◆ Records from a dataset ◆
:::::

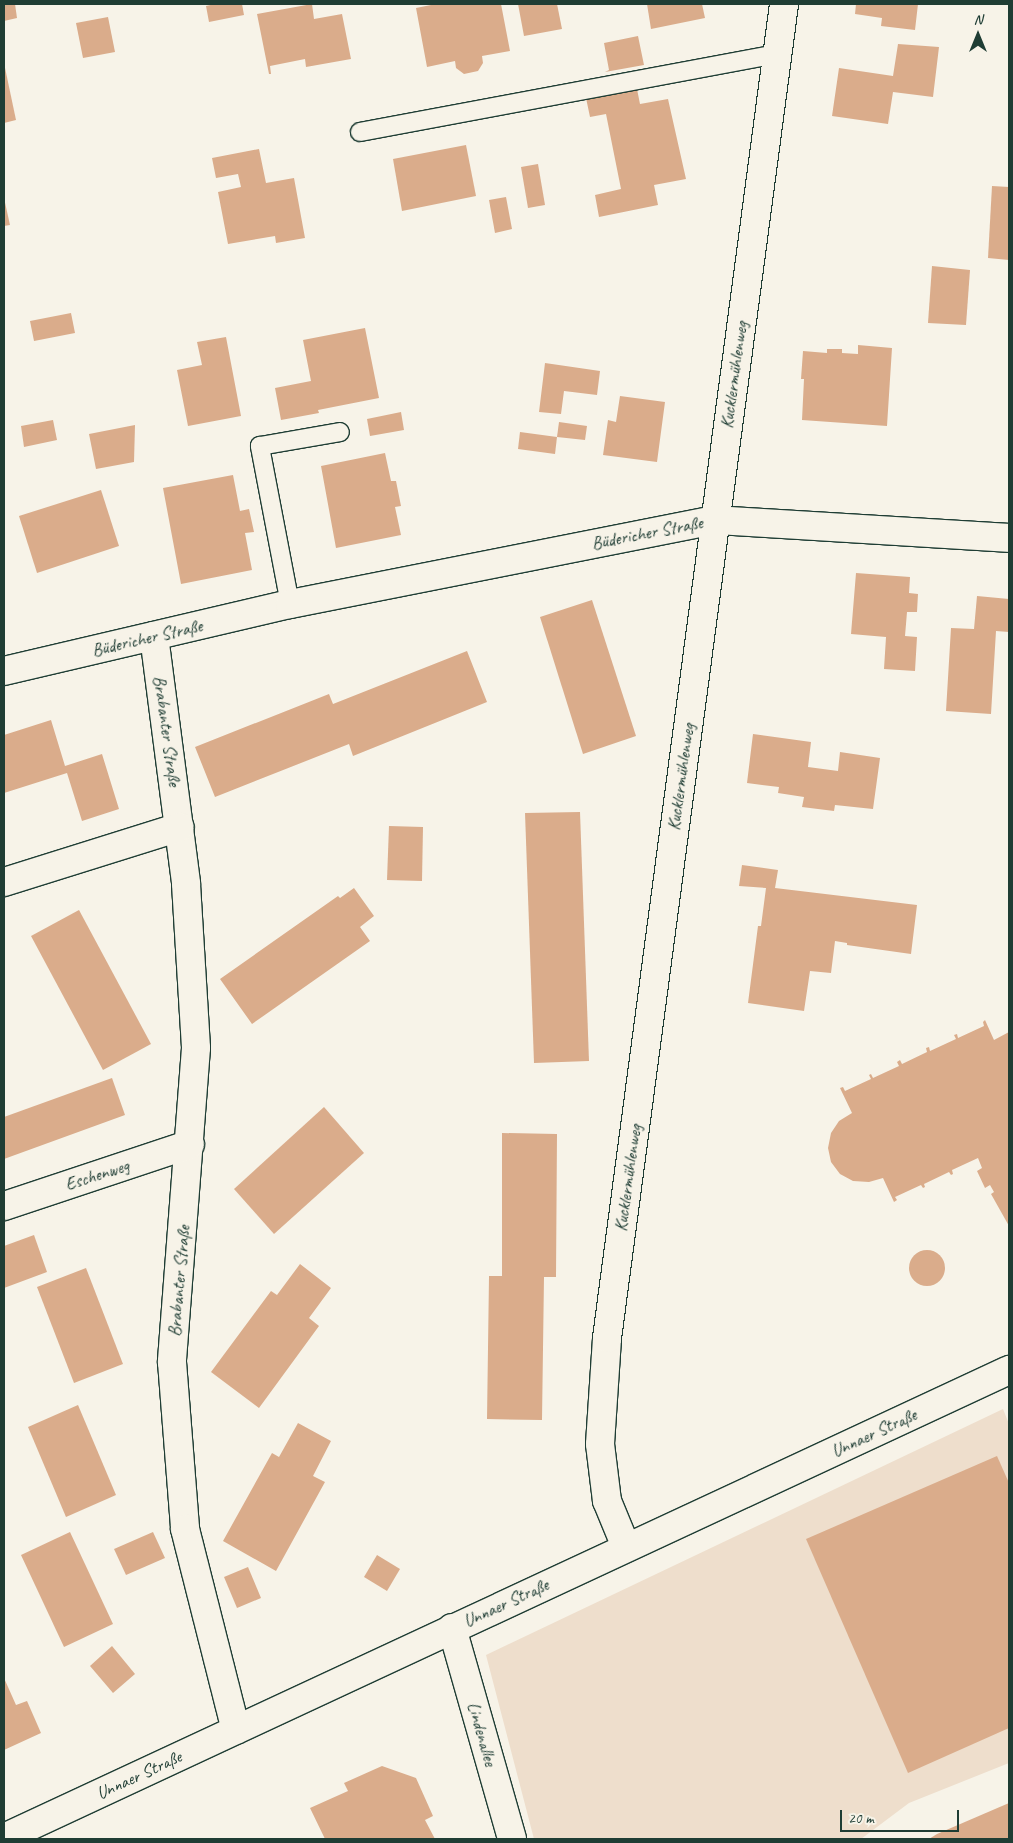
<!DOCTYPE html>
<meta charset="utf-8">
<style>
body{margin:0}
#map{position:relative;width:1013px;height:1843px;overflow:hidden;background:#f7f3e8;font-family:Caveat,sans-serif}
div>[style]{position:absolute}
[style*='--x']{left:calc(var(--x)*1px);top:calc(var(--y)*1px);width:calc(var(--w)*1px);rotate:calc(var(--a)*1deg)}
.built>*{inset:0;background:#eedecc}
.building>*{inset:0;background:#daac8b}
.round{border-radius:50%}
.roads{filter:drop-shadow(1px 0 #1f3d34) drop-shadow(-1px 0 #1f3d34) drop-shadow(0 1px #1f3d34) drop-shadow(0 -1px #1f3d34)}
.lane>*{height:18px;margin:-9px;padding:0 9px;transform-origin:9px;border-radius:9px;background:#f7f3e8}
.street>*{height:28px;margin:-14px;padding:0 14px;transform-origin:14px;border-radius:14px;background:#f7f3e8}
.secondary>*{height:28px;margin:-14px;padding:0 14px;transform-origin:14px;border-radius:14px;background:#f7f3e8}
span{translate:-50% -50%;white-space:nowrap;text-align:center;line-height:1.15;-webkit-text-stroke:4px #f7f3e8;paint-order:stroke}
.street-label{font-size:18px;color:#1f3d34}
.frame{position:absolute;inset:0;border:5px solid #1f3d34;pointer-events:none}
.north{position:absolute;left:953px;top:10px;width:50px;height:50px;-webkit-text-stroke:4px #f7f3e8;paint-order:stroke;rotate:0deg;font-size:14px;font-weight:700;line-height:20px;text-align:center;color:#1f3d34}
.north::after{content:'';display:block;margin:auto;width:18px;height:22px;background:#1f3d34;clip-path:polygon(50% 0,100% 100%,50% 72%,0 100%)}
.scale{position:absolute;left:840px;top:1810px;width:119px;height:22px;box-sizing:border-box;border:2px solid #1f3d34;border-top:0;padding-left:6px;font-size:15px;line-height:18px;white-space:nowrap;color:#1f3d34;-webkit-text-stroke:4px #f7f3e8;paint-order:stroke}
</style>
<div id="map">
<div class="built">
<div style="clip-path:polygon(1003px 1409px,1009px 1424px,1009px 1763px,909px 1803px,861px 1839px,534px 1839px,486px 1655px)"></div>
</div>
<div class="building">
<div style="clip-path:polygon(4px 4px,15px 4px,17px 18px,4px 21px)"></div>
<div style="clip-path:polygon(215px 4px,242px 4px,244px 15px,209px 22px,206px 6px)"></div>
<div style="clip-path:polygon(312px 4px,314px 19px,342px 14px,351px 59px,306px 67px,305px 59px,270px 66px,271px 74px,269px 74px,257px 14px)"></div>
<div style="clip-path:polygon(436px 4px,501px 4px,510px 51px,482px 56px,483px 63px,478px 71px,464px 74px,456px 68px,455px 61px,427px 67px,416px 8px)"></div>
<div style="clip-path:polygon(518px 4px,557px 4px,562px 29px,524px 36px)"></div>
<div style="clip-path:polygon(647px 4px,702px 4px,705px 18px,651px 29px)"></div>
<div style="clip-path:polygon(856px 4px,918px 4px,915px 30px,881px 26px,882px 18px,855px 14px)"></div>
<div style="clip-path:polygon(108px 17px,115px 52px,83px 58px,76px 23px)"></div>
<div style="clip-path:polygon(638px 36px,644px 65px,605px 72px,609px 70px,604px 43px)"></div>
<div style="clip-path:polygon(898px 44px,939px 47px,933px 97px,893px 92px,888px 124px,832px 116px,839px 68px,893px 76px)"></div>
<div style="clip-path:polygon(4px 63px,16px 120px,4px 123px)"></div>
<div style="clip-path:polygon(637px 89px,640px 104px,668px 99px,686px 179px,654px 185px,658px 205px,599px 217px,595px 195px,621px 189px,606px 114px,590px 117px,586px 98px)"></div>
<div style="clip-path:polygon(466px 145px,476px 196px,402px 211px,393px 159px)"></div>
<div style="clip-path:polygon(259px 149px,266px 183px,294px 178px,305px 238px,276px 243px,275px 236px,228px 244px,218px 192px,241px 187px,238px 174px,216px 178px,212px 158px)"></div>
<div style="clip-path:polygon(538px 164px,545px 205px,528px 208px,521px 167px)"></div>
<div style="clip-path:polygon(992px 186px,1009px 187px,1009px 260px,988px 258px)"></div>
<div style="clip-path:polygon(506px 197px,512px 229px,495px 233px,489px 200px)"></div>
<div style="clip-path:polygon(4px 198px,10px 225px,4px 226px)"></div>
<div style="clip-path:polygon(932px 266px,970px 270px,966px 325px,928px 323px)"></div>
<div style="clip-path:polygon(71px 313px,75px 333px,34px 341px,30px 321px)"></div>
<div style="clip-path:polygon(365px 328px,379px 398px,318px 410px,319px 413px,281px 420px,275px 388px,311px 381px,303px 340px)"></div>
<div style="clip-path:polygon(226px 337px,241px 416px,188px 426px,177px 370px,202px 365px,197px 342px)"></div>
<div style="clip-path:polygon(858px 345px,892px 348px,887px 426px,802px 420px,804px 379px,801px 379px,803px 351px,827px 353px,827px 349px,842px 349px,842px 353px,858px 354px)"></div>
<div style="clip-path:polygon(545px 363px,600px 371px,597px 395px,564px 391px,561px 414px,539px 412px)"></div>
<div style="clip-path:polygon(620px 396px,665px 402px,657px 462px,603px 455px,608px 420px,616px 422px)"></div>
<div style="clip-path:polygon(401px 412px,404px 430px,370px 436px,367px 419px)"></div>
<div style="clip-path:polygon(53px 420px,57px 440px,24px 447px,21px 426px)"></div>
<div style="clip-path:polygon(559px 422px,587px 426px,585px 440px,557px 437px)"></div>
<div style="clip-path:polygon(135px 425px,134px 462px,96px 469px,89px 434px)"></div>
<div style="clip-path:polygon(520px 432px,557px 437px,555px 454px,518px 449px)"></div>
<div style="clip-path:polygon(385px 453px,391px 481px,396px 481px,401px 506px,395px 507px,401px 535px,336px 548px,321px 466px)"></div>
<div style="clip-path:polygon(233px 475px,240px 511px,249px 509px,254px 532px,245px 533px,252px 570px,181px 584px,163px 488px)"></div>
<div style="clip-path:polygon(101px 490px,119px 546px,37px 573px,19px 516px)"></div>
<div style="clip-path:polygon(856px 573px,910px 577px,909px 593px,918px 594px,917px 612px,907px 612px,905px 636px,917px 637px,915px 671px,884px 669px,886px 637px,851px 634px)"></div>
<div style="clip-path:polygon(977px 596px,1009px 599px,1009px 632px,996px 631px,991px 714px,946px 711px,951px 628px,974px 629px)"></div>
<div style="clip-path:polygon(592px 600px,636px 736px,583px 754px,540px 617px)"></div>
<div style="clip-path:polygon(467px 651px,487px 702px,353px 756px,349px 744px,215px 797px,195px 747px,329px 694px,333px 704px)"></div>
<div style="clip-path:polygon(51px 720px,65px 766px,102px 754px,119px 809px,82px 821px,67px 773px,4px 793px,4px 735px)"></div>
<div style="clip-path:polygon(753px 734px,811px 742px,808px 767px,838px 771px,840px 752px,880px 758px,873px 809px,835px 805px,834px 811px,802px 807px,804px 797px,778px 793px,779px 787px,747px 783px)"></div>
<div style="clip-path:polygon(580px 812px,589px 1061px,534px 1063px,525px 813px)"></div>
<div style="clip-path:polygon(389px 826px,423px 827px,422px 881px,387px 880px)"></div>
<div style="clip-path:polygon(742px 865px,778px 870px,775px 888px,917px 905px,911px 954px,847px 945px,847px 943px,835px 941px,831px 973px,810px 971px,804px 1011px,748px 1003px,758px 926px,761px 926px,766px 888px,739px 886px)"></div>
<div style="clip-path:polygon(354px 888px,374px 916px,360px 927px,370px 941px,252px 1024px,220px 979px,338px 896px,340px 898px)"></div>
<div style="clip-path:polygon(79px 910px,151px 1044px,103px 1070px,31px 936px)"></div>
<div style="clip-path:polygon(985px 1020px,994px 1040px,1009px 1032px,1009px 1226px,991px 1194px,994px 1192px,990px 1185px,985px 1188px,977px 1171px,982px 1168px,978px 1158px,952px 1170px,953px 1174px,951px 1175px,949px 1172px,924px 1184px,925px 1187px,923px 1188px,921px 1185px,895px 1197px,897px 1200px,894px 1202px,883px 1178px,869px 1182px,853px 1181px,840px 1174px,831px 1162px,828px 1148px,831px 1133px,839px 1121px,852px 1113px,840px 1088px,843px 1087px,845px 1091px,871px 1079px,869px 1075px,871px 1074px,873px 1078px,899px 1066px,897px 1062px,900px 1060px,902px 1064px,927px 1052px,926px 1048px,929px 1047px,930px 1051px,956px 1039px,954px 1035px,957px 1034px,958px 1038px,984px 1026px,983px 1022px)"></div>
<div style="clip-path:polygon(112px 1078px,125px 1115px,4px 1159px,4px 1117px)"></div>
<div style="clip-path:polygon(324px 1107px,364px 1153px,274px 1234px,234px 1189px)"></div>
<div style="clip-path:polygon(502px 1133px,557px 1134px,556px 1277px,544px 1277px,542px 1420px,487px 1419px,489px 1276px,502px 1276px)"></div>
<div style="clip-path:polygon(34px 1235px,47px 1272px,4px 1288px,4px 1246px)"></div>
<div class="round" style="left:909px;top:1250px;width:36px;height:36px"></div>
<div style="clip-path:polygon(300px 1264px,331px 1288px,309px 1318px,319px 1326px,259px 1408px,211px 1372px,271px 1291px,277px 1295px)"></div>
<div style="clip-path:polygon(86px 1268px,123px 1364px,74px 1383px,37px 1287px)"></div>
<div style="clip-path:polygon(78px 1405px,116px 1495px,66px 1517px,28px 1427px)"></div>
<div style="clip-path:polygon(298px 1423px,331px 1441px,313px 1476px,325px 1482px,276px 1571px,223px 1541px,272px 1453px,279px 1457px)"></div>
<div style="clip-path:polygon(997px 1456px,1009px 1483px,1009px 1728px,908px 1773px,806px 1539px)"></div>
<div style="clip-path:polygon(70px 1532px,113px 1624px,64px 1647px,21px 1555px)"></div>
<div style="clip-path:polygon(153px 1532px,165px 1558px,126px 1575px,114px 1549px)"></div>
<div style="clip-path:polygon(377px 1555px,400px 1569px,387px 1591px,364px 1577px)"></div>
<div style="clip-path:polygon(248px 1567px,261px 1598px,237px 1608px,224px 1577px)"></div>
<div style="clip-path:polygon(112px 1646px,135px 1674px,113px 1693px,90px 1666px)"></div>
<div style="clip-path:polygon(4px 1678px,16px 1705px,27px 1701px,41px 1733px,4px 1750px)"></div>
<div style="clip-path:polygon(382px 1766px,416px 1778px,433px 1816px,425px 1820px,435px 1839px,325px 1839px,310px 1808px,348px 1791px,344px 1783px)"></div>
<div style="clip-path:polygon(1009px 1803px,1009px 1839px,929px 1839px,937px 1834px)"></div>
</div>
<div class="roads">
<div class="lane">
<div style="--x:360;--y:132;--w:424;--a:-10.6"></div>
<div style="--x:290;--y:604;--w:161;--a:-100.8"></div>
<div style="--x:260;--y:446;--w:81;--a:-9.9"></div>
</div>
<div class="street">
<div style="--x:154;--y:636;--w:250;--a:82.6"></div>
<div style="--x:186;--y:884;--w:164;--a:86.5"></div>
<div style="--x:196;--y:1048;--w:315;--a:94.4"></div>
<div style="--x:172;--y:1362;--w:168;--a:85.5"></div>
<div style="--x:185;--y:1529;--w:207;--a:75.8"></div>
<div style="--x:4;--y:671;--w:294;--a:-13.2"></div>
<div style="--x:290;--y:604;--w:433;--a:-11.2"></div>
<div style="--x:715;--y:520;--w:295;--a:3.5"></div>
<div style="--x:4;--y:882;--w:184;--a:-17.4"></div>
<div style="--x:4;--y:1206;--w:196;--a:-18.4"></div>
<div style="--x:626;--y:1547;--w:50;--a:-112.4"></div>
<div style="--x:607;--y:1501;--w:57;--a:-97"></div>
<div style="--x:600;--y:1444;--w:106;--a:-86.2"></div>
<div style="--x:607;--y:1338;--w:1346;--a:-82.44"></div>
<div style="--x:452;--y:1628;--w:219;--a:74.1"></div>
</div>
<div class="secondary">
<div style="--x:4;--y:1838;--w:1109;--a:-24.97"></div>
</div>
</div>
<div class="street-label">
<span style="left:734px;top:375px;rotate:-82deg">Kucklermühlenweg</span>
<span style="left:647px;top:533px;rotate:-11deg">Büdericher Straße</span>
<span style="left:147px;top:638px;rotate:-13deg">Büdericher Straße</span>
<span style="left:167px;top:731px;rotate:82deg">Brabanter Straße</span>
<span style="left:681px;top:777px;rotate:-82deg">Kucklermühlenweg</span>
<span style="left:97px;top:1175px;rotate:-18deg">Eschenweg</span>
<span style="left:628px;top:1178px;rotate:-82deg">Kucklermühlenweg</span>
<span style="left:179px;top:1281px;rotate:-85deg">Brabanter Straße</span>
<span style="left:874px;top:1433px;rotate:-25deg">Unnaer Straße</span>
<span style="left:506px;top:1603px;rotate:-25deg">Unnaer Straße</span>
<span style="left:482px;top:1734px;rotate:74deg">Lindenallee</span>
<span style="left:139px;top:1775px;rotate:-25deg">Unnaer Straße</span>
</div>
<div class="frame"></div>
<div class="north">N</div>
<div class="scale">20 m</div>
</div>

:::::

◆ REQUIREMENT ◆
Please show every line of the records that holds the word "roads".

◆ SOLUTION TO THIS PROBLEM ◆
.roads{filter:drop-shadow(1px 0 #1f3d34) drop-shadow(-1px 0 #1f3d34) drop-shadow(0 1px #1f3d34) drop-shadow(0 -1px #1f3d34)}
<div class="roads">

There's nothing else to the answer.